Autor: von Scheffelstein

Sie waren nur langsam vorangekommen, denn den jungen Gefolgsleuten Domna Rifadas war die Trage mit dem Jungen mit der Zeit schwer geworden. So war es bereits Nachmittag, als sie endlich den Marmorbruch von Grezzano erreichten und unter sich das Dorf erblickten. Es war nicht verlassen, so wie sie es vor einigen Tagen zurückgelassen hatten. Von Weitem schon waren die Banner Dom Hernáns und der gräflichen Soldaten zu sehen: Der weiße Rabenschnabel auf schwarzem Grund des Hauses Aranjuez, die drei güldenen Löwenköpfe auf grünem Grund des Hauses Ehrenstein sowie das Geviert von Gold und Purpur mit den purpurnen Reben in den goldenen Feldern: das Wappen der Grafschaft Ragath.
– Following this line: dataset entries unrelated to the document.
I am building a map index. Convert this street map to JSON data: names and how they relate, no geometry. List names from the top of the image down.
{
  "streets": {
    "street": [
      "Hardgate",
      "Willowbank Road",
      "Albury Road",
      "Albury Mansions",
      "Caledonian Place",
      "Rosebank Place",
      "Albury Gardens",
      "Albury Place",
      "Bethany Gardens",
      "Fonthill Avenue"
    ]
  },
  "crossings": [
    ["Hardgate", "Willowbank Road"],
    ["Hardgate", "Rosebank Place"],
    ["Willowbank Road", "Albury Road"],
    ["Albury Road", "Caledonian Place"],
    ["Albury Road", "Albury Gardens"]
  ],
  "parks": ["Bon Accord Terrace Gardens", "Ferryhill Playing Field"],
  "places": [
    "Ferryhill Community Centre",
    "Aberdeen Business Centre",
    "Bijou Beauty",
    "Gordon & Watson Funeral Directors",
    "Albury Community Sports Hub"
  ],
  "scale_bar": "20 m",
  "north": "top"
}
Die Farben des Hauses Harmamund, hatte Richeza bislang gedacht und sich einen bitterbösen Blick ihrer Tante eingefangen, als es vor einigen Tagen während des Marsches durch die unterirdischen Gänge mal wieder um den Grafenthron gegangen war und sie es gewagt hatte, Moritatio in Schutz zu nehmen, der auf genau diese Ähnlichkeit der Wappen hingewiesen hatte.

'Falsch!', hatte Rifada da Vanya erklärt. 'Ragath trägt seit vielen Hundert Jahren die Farben unseres Hauses. Was glaubt ihr wohl? Die Harmamunds trugen seit jeher den roten Drachen auf Gold. Balbiano Calas, der Verräter, hat sich die Ragather Farben angeeignet, als er uns die Grafschaft gestohlen hat. Hat wohl gedacht, das würde die Leute glauben machen, die Harmamunds hätten irgendeinen Anspruch auf den Marmorthron.'

'Nicht ungeschickt', hatte Richeza gedacht, denn schließlich hatte auch sie im Wappen der Grafschaft mehr Ähnlichkeit mit dem der Harmamunds gesehen, auch wenn die Farben der da Vanyas dieselben waren. Aber sie hatte sich gehütet, dies auszusprechen, und auch jetzt schwieg sie beim Anblick der gräflichen Farben, denn die, die sie heute führten, gehörten keinem der beiden Häuser an. Ob aber ihre Tante recht hatte, dass die Farben der Grafschaft die der da Vanyas waren oder es vielleicht doch eher umgekehrt war, das wusste sie nicht zu sagen. Soweit ihr bekannt war, hatten auch die Häuser von Ragathsquell, von Jurios und auch von Graytenau immer mal wieder Grafen gestellt. Und woher die Rebe im Wappen der Grafschaft kam, wusste sie auch nicht.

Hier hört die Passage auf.